I began Francine’s session.
“Francine I understand your father’s name is Arnie.” I said.
Francine’s face broke into a smile; she looked like a little child again. Her stress washed itself out of her eyes. “I can’t believe you said his name! Seriously. Just can’t believe it, Karen.”
“Actually” she added, “it was Arnold. Only us kids could call him Arnie. He wouldn’t let you call him Arnie, Karen. Just me and my sisters.
“Arnold it is.” I replied. I proceeded to relay to Francine what Arnold was wearing including holding his rake. I asked her why he would choose to appear holding a rake today and she replied that the day he passed the last thing she saw him doing was raking his yard.

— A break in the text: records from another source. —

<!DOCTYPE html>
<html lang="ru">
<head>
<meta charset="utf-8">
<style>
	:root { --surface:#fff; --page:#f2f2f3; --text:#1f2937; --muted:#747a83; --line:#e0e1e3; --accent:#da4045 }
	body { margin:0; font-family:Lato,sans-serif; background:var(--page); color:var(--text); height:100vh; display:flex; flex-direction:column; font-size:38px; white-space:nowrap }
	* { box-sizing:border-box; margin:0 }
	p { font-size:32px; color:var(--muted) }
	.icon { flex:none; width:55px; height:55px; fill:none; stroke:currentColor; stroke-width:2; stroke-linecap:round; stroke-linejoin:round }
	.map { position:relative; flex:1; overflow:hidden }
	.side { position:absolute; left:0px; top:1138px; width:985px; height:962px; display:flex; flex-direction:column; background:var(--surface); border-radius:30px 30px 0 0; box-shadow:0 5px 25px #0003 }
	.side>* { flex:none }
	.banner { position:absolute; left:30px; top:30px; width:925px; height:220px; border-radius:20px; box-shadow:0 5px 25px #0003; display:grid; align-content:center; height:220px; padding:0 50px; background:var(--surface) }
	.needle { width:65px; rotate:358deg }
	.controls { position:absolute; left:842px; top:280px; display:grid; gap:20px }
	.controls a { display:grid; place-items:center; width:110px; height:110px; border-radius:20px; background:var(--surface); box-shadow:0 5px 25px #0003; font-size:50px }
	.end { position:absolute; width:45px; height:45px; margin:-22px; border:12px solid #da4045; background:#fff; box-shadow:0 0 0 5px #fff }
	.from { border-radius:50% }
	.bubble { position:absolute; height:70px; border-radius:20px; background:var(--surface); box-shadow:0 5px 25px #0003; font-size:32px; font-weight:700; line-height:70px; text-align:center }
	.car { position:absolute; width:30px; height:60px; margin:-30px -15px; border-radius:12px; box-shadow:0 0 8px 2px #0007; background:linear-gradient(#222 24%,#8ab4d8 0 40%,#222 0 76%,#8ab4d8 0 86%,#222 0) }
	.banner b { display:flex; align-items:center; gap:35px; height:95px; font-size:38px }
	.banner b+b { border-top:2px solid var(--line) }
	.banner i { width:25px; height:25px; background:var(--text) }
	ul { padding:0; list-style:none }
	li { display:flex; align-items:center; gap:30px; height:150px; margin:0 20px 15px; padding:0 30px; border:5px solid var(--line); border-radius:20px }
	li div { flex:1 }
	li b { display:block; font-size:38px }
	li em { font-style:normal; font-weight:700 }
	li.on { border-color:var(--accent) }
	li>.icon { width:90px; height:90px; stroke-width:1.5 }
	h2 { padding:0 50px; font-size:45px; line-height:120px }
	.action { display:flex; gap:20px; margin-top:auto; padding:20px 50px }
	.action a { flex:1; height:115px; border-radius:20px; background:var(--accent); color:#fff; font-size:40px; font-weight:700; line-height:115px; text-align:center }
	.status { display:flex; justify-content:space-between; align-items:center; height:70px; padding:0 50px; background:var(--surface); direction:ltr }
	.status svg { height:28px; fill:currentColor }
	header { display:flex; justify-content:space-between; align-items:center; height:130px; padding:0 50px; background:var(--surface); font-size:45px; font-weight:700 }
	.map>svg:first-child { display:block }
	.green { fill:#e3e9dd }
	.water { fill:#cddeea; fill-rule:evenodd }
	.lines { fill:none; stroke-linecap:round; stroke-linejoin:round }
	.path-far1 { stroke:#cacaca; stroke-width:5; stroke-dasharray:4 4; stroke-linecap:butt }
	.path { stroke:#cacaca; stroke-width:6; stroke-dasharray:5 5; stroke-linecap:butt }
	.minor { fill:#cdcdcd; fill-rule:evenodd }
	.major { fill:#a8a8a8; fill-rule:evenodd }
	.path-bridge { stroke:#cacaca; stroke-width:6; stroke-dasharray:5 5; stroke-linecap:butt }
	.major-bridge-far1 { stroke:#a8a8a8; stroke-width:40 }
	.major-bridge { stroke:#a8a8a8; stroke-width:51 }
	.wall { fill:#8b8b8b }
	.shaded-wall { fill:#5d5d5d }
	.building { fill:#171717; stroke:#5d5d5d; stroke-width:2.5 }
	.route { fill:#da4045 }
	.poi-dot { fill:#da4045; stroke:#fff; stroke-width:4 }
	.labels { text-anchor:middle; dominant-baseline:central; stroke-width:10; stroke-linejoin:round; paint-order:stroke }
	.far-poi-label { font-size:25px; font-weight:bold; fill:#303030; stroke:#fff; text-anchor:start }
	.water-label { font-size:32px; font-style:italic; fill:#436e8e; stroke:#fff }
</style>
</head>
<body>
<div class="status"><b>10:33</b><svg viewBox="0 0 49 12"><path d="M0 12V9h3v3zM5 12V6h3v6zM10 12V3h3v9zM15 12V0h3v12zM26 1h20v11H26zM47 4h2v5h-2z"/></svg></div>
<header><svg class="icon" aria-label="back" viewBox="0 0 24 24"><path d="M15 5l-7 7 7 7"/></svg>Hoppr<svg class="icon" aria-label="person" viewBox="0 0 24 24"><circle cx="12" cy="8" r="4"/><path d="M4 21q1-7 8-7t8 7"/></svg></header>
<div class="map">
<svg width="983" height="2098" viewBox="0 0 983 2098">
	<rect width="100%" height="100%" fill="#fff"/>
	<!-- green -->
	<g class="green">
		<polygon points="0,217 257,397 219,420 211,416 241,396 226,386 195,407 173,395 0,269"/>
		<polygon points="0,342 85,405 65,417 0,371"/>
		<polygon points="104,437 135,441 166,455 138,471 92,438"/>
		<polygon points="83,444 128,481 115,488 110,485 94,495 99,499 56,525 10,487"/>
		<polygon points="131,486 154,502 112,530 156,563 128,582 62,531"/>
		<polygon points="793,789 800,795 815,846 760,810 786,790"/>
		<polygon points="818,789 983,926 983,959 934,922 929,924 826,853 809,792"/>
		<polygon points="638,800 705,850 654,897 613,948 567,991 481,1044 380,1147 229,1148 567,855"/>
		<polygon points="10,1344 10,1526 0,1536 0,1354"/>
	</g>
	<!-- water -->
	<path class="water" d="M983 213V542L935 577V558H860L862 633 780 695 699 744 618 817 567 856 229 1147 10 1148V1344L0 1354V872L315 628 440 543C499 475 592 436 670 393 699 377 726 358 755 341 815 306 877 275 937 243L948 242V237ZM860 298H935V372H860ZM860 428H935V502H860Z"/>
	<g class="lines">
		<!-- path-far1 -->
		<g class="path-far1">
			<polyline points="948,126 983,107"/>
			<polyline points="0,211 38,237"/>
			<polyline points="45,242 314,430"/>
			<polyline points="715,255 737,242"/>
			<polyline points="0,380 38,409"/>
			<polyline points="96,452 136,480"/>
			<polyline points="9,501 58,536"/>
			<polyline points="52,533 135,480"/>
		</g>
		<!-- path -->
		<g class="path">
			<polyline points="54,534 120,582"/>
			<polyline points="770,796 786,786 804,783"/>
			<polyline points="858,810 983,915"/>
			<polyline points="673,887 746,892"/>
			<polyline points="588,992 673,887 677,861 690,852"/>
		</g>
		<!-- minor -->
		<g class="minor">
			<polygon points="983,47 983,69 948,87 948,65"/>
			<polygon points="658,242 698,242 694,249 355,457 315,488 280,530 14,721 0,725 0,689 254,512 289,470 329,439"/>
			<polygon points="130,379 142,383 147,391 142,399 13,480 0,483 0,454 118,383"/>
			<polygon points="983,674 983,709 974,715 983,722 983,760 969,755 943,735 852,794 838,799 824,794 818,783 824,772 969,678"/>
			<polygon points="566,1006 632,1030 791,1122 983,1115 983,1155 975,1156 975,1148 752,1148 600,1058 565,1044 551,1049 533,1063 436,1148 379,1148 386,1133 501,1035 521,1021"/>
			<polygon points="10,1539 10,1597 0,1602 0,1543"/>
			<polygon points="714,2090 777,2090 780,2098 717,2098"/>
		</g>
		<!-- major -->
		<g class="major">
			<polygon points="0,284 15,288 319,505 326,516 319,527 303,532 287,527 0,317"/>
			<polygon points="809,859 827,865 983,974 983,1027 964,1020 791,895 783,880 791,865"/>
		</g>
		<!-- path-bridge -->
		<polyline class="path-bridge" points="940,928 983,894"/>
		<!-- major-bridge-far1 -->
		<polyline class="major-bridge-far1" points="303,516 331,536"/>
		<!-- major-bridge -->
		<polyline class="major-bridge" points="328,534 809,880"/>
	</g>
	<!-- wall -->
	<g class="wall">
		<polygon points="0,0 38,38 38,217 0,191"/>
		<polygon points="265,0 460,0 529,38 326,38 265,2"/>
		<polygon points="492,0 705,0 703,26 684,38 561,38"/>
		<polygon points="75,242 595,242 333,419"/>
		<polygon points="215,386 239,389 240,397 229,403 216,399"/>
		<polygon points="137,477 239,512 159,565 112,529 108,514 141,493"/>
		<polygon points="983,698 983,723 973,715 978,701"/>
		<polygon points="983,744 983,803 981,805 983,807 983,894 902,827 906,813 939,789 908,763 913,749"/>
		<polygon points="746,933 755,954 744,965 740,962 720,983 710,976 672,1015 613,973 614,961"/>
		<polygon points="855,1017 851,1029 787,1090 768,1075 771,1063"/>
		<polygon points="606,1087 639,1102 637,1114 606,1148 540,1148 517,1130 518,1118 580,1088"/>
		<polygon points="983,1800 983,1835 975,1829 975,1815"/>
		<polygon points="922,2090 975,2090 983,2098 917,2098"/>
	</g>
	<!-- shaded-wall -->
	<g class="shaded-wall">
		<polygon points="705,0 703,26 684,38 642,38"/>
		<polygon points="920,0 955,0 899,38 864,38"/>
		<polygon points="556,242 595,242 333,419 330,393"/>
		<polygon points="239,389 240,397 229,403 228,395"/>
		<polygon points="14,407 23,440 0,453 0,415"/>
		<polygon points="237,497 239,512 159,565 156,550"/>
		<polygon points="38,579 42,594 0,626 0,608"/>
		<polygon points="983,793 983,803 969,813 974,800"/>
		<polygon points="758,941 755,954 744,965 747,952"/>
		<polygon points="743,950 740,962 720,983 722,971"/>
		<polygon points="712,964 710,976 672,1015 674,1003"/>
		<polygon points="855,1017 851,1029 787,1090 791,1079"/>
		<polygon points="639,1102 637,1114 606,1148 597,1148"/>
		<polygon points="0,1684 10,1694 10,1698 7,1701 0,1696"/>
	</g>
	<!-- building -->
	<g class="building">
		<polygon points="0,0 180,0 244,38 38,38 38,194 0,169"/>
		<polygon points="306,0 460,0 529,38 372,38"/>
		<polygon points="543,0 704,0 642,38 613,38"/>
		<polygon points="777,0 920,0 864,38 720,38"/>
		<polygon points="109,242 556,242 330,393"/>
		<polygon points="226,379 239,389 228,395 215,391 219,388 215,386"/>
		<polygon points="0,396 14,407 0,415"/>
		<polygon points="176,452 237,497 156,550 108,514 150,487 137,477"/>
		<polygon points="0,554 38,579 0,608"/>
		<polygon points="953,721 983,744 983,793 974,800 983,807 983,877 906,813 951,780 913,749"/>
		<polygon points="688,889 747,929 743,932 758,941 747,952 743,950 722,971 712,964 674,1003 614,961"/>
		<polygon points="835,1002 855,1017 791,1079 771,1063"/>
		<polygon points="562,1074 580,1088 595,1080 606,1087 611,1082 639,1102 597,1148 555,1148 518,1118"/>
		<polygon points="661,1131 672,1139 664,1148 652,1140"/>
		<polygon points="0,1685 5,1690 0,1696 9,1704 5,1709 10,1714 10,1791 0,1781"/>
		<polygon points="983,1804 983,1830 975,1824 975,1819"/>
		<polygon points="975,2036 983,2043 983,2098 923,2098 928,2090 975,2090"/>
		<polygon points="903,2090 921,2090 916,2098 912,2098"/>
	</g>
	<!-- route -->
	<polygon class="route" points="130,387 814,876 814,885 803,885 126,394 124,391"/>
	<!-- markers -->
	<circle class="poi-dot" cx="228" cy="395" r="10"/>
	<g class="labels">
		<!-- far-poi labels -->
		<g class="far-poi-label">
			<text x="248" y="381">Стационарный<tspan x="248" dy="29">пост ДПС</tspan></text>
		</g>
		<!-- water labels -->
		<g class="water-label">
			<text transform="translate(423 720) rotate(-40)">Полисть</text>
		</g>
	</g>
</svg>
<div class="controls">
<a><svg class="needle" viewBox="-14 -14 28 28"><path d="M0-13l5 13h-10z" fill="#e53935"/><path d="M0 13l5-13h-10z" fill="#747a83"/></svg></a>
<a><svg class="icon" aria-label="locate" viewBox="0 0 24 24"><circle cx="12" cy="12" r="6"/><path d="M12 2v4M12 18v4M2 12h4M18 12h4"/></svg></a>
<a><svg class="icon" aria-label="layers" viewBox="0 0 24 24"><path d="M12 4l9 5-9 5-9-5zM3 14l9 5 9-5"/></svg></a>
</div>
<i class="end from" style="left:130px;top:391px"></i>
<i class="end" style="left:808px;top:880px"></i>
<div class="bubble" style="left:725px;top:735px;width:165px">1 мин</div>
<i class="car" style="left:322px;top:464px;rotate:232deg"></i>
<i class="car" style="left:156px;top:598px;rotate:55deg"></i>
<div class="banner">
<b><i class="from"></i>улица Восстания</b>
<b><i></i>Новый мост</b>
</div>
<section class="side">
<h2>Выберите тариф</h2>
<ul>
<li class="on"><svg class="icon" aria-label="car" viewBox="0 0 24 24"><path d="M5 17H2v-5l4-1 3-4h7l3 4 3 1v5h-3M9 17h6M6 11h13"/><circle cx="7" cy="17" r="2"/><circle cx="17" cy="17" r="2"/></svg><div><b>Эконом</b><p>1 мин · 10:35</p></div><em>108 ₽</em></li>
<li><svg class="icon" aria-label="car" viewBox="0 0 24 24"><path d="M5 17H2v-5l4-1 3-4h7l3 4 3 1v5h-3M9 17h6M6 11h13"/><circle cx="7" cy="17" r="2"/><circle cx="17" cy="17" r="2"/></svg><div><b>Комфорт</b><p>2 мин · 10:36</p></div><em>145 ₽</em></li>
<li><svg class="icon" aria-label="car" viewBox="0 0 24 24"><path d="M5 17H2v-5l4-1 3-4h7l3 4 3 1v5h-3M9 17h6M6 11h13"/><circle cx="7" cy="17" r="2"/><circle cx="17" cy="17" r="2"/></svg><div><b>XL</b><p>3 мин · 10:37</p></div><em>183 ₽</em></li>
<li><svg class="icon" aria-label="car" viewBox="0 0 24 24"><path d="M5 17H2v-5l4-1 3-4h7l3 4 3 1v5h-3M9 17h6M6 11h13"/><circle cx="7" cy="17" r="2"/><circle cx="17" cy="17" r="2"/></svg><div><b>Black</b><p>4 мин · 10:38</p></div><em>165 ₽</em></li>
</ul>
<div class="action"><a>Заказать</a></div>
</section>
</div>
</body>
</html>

The rake hit a nerve for her. Her face crumpled into despair, anguish, and sadness all at the same time. Francine told me she felt guilty that he died outside raking as he had apparently asked for help with the job and no one offered. As is often the case, Francine’s grief was compounded by tremendous feelings of guilt. “Maybe if I’d been outside with him, I could’ve helped him. Maybe he wouldn’t have died raking the yard” she told me, sharing her anxiety with me. Of course, that was something she couldn’t possibly have known when he died, so I gently reminded her that there is no need for guilt and that is not what her father wants her to feel when she thinks of him.
As a medium-intuitive, I don’t always know every single detail about your loved ones so I thoroughly enjoy listening to what each client chooses to share with me. I explained that her father told me he had been born with one hand and she confirmed it. She asked me which one was missing. I told her that Arnold showed me his right hand and that he wore a black watch on the left hand.
As she let out a squeal of shock and delight, she brought both of her hands to cover her mouth. “Get out!” she yelled and slapped her leg. “That’s Dad for sure Karen. No mistake about it.”
I shared with Francine how Arnold walked into the room and dropped his eyeball into her glass of water.
Francine laughed, jumped up and out of her chair in disbelief and excitement. She explained that this was a prank that he loved to pull that never failed to get a great reaction out of people. Arnold loved to watch someone’s response to his dropping his glass eye in a glass of water. It was part of his dramatic flair that he enjoyed, a shared joke amongst those who knew him and one that he pulled off on unsuspecting people. He did it to make everyone laugh and come together, as he was doing today for the three of us.
Arnold then let out a fart and strode out of the room through my glass windows, raising the rake in his one hand. Roaring with laughter, Francine explained that her Dad would fart loudly upon exiting a room. He took pride in it; considered it his little inside joke with Francine and those who knew him well. She explained to me it was something he began doing when she was a child. It was his way of leaving an impression and a laugh, of letting her know she was in his inner circle of loved ones.
Arnold’s love for his daughter was alive, well and still humorous.